Lunedì probabilmente il Tribunale del Riesame si pronuncerà sull’ennesima richiesta di libertà presentata dal governatore, il quale ha già annunciato ricorso in Cassazione in caso di verdetto sfavorevole. I presupposti per privare della libertà un indagato sono pericolo di fuga, inquinamento delle prove e reiterazione del reato. Escluso il primo, che nessun magistrato ha mai contestato a Toti, restano le prove, difficilmente alterabili visto che il sospetto è monitorato costantemente e, soprattutto, ha ammesso tutti i fatti che gli sono stati contestati, eccependo solo che non si tratta di reati ma di comportamenti legittimi. Quanto alla ripetizione, le vicende corruttive di cui il governatore è sospettato si sono concluse tutte, comprese le scadenze elettorali, non alle viste fino alla scadenza del mandato, non più rinnovabile per legge.

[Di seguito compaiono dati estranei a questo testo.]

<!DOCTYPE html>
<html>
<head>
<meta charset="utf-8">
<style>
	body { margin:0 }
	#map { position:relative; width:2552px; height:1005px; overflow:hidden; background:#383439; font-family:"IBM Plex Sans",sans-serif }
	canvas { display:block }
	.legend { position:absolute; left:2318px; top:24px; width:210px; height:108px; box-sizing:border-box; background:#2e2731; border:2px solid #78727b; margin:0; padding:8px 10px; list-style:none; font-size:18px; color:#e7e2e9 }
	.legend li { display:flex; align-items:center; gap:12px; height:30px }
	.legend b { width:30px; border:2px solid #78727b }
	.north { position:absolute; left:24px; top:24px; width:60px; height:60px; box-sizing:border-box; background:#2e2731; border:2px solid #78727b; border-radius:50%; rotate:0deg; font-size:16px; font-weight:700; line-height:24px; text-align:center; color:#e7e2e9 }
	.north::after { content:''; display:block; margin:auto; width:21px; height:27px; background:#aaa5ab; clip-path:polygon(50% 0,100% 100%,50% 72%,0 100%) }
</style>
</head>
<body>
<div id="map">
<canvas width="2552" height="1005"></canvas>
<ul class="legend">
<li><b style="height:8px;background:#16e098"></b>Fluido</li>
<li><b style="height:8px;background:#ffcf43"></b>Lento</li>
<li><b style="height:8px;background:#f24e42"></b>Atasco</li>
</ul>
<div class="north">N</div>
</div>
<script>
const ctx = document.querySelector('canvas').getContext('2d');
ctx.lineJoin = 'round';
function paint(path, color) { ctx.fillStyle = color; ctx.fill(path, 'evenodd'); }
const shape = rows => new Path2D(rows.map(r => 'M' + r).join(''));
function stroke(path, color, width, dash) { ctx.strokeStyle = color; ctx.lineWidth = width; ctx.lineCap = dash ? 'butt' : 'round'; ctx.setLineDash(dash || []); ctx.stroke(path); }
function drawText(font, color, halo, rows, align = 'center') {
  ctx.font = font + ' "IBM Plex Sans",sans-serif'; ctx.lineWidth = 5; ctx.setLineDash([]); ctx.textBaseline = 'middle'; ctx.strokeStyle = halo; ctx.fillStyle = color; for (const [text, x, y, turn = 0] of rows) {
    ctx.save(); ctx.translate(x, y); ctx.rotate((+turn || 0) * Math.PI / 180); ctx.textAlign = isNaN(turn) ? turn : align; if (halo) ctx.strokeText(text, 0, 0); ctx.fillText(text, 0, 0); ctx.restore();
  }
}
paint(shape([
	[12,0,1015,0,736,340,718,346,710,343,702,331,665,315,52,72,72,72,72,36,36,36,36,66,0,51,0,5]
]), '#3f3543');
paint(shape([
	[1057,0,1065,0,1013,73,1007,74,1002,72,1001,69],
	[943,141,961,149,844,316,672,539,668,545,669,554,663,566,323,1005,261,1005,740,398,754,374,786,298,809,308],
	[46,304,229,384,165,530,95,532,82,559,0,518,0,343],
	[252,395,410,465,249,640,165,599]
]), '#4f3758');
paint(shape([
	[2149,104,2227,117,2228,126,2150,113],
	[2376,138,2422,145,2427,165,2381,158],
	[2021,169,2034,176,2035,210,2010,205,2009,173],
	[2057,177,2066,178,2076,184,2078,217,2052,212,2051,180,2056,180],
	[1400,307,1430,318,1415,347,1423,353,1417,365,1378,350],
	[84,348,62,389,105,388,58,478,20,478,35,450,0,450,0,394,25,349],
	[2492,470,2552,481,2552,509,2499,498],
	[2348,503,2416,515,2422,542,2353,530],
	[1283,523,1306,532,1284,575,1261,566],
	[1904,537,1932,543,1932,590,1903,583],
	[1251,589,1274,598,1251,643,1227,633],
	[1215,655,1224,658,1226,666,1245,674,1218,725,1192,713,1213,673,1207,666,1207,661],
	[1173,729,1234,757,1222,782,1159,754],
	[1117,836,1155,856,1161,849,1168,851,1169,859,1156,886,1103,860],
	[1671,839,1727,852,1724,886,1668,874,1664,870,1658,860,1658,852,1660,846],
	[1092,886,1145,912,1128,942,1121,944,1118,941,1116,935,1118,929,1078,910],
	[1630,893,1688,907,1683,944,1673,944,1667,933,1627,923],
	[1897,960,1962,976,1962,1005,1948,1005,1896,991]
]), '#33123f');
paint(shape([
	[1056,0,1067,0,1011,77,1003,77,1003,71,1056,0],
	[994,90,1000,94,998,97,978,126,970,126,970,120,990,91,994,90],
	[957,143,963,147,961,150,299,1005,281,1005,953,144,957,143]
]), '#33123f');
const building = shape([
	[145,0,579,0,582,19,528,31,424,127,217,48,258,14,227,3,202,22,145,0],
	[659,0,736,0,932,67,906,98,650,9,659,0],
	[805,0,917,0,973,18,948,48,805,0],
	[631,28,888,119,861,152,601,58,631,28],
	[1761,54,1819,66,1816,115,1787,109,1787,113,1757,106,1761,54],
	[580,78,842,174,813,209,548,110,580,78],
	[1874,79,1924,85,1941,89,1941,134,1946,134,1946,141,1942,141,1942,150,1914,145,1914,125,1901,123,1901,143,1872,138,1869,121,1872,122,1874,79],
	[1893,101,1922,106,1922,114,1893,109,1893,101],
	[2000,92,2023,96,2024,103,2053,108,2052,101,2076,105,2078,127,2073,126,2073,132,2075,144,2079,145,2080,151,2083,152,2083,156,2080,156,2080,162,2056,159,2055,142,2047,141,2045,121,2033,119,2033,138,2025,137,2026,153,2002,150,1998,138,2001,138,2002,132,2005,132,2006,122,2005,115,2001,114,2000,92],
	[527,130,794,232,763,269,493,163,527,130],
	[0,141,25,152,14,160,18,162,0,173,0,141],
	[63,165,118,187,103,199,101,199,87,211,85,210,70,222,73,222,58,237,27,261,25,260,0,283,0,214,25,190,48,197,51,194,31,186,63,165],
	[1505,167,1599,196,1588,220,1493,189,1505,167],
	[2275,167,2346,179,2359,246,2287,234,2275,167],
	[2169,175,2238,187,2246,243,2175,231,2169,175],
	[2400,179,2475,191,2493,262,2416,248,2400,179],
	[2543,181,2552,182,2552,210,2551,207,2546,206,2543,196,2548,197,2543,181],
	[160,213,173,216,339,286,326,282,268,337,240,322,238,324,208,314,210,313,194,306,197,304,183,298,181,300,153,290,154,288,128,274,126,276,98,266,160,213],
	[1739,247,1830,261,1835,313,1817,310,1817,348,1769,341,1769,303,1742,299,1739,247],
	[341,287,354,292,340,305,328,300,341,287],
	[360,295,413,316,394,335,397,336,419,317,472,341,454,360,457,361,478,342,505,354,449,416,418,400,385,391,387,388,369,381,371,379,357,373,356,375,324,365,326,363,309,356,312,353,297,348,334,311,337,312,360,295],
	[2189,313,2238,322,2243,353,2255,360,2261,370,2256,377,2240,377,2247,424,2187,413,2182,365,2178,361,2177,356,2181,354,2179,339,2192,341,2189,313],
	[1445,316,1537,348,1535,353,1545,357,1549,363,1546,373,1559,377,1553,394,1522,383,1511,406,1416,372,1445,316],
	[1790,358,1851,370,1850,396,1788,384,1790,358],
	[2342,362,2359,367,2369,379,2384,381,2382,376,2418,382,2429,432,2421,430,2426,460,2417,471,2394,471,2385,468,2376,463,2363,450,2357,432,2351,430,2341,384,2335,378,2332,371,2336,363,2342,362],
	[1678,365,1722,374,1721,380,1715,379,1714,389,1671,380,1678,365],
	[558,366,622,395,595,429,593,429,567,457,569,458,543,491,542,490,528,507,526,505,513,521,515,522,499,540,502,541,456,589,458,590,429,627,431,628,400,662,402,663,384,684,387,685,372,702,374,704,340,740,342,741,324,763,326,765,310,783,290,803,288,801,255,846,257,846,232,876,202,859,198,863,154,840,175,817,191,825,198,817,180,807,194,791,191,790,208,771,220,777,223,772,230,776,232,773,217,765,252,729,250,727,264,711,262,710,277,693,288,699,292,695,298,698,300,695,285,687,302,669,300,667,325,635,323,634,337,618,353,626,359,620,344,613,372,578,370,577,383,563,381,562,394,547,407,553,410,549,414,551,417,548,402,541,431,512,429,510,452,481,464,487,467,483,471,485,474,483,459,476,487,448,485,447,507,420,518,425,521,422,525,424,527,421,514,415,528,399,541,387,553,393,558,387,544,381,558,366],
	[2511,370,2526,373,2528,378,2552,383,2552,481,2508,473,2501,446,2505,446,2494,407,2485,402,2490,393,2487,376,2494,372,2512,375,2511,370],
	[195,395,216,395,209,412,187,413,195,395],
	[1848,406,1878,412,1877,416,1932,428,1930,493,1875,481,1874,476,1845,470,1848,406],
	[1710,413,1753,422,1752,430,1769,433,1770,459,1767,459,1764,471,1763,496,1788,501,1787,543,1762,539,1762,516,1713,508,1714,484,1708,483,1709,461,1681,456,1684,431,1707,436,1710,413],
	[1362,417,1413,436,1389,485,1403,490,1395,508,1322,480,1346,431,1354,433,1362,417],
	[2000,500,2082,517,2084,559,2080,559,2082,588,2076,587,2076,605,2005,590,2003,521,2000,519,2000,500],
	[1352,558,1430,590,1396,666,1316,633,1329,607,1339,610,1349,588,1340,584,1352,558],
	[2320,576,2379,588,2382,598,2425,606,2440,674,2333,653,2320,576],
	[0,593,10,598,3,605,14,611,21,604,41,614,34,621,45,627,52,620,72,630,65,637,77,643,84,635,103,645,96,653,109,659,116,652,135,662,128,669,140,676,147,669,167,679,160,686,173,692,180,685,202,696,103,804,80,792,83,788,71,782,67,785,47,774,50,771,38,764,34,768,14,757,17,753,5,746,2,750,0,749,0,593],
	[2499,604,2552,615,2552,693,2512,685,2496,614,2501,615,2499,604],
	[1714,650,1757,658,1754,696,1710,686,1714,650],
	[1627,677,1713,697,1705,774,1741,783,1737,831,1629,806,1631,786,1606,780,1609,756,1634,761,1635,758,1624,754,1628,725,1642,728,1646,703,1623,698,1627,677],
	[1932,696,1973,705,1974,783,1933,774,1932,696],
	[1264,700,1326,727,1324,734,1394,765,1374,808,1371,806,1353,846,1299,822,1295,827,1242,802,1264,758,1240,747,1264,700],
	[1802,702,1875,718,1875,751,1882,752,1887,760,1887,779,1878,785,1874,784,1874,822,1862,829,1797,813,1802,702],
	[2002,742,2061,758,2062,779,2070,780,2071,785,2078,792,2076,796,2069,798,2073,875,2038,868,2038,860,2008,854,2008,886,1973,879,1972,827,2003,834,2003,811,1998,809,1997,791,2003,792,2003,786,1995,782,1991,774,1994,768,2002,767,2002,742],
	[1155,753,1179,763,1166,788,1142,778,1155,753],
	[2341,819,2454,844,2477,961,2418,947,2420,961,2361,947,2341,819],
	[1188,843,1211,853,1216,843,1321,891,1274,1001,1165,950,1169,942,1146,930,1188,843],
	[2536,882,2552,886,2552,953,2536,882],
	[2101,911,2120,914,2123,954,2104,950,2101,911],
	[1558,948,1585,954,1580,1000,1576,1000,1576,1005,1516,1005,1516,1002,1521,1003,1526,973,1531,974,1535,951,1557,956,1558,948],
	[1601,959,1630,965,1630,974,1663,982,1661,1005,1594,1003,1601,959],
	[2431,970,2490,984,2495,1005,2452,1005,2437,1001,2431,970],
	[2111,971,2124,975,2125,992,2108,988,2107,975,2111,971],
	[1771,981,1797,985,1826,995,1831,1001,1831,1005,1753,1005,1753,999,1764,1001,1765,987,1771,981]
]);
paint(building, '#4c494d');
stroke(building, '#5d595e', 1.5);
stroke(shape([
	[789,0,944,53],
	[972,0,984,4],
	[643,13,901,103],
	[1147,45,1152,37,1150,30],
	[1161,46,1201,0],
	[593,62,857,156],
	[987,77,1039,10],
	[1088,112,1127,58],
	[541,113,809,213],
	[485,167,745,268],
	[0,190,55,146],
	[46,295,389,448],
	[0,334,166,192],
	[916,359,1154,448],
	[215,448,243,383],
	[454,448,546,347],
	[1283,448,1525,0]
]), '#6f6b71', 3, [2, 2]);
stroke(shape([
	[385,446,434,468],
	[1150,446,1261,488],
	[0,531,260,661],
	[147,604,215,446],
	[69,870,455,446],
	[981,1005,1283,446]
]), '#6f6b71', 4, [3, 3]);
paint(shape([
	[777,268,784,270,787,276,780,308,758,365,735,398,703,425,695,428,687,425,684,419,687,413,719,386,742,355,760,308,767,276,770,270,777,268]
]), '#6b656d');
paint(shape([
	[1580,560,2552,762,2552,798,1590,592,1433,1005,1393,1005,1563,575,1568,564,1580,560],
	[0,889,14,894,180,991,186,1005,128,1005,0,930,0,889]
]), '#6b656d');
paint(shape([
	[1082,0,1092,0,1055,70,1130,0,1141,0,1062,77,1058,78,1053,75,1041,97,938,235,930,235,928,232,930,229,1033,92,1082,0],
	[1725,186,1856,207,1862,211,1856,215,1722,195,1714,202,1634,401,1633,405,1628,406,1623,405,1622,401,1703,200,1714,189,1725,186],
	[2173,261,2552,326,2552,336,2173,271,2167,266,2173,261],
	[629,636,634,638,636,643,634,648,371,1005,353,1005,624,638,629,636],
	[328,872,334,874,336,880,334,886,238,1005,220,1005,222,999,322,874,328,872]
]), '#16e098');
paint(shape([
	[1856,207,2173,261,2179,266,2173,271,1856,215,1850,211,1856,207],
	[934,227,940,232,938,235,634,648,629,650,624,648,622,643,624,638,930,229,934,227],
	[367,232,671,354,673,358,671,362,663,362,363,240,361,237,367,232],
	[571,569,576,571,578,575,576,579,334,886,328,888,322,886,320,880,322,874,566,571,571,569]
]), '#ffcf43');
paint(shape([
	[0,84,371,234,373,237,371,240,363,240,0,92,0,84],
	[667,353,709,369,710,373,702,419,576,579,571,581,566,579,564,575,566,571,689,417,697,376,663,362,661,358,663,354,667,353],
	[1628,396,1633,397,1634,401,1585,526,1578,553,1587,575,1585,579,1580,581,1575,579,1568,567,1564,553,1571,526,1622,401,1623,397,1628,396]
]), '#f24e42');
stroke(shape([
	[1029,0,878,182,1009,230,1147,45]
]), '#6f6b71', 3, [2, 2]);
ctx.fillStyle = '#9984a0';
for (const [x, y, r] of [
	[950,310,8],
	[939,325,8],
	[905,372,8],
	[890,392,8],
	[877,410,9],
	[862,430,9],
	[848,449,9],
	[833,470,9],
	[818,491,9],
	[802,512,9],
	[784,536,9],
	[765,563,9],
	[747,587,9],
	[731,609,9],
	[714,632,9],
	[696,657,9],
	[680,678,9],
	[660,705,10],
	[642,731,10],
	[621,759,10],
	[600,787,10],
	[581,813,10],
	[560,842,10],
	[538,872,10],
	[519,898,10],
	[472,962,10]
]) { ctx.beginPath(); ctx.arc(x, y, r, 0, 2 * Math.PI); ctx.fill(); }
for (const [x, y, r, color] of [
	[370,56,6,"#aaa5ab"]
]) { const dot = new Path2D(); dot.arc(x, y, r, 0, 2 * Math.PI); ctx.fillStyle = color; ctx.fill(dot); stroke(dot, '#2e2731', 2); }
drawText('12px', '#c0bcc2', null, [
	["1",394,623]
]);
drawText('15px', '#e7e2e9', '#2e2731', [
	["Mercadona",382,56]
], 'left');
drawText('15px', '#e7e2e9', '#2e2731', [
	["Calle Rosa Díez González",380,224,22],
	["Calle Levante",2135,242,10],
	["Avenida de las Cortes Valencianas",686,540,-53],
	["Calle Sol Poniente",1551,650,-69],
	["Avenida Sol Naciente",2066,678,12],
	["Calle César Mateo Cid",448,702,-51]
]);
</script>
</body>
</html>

Ecco allora confermato il sospetto che tutti gli osservatori delle vicende giudiziarie si portano avanti almeno dai tempi di Tangentopoli. I nostri magistrati sono pronti a concedere il massimo delle garanzia per quanto riguarda la cronaca nera, ma se l’indagato è un politico, la bilancia della giustizia si inclina. Il politico è un sospettato diverso dagli altri: finché non si dimette viene trattato come un presunto colpevole e non come un presunto innocente, anche se in oltre i due terzi dei casi, alla fine della sua odissea giudiziaria, si rivela tale, diventando quindi un perseguitato dallo Stato, anziché un membro della casta. Questo capita ormai quasi indifferentemente, a seconda che il politico sia di centrodestra o di centrosinistra, con solo una leggera prevalenza di accanimento nei confronti dei primi. Sensibilmente di più, invece, sono gli indagati di centrodestra rispetto a quelli di centrosinistra. Si potrebbe pensare che ciò accada perché violano di più la legge, non fosse che nella stragrande maggioranza dei casi sono invece stati tutti assolti. Dal che è lecito supporre che l’occhio destro del pm veda meno bene di quello che guarda a sinistra, ma questa sarebbe materia per ben altri ragionamenti. Per ora preme ricordare che abbiamo un assassino alla macchia per scarsa vigilanza e un presidente di Regione agli arresti e impossibilitato a governare in attesa di chiusura di indagine.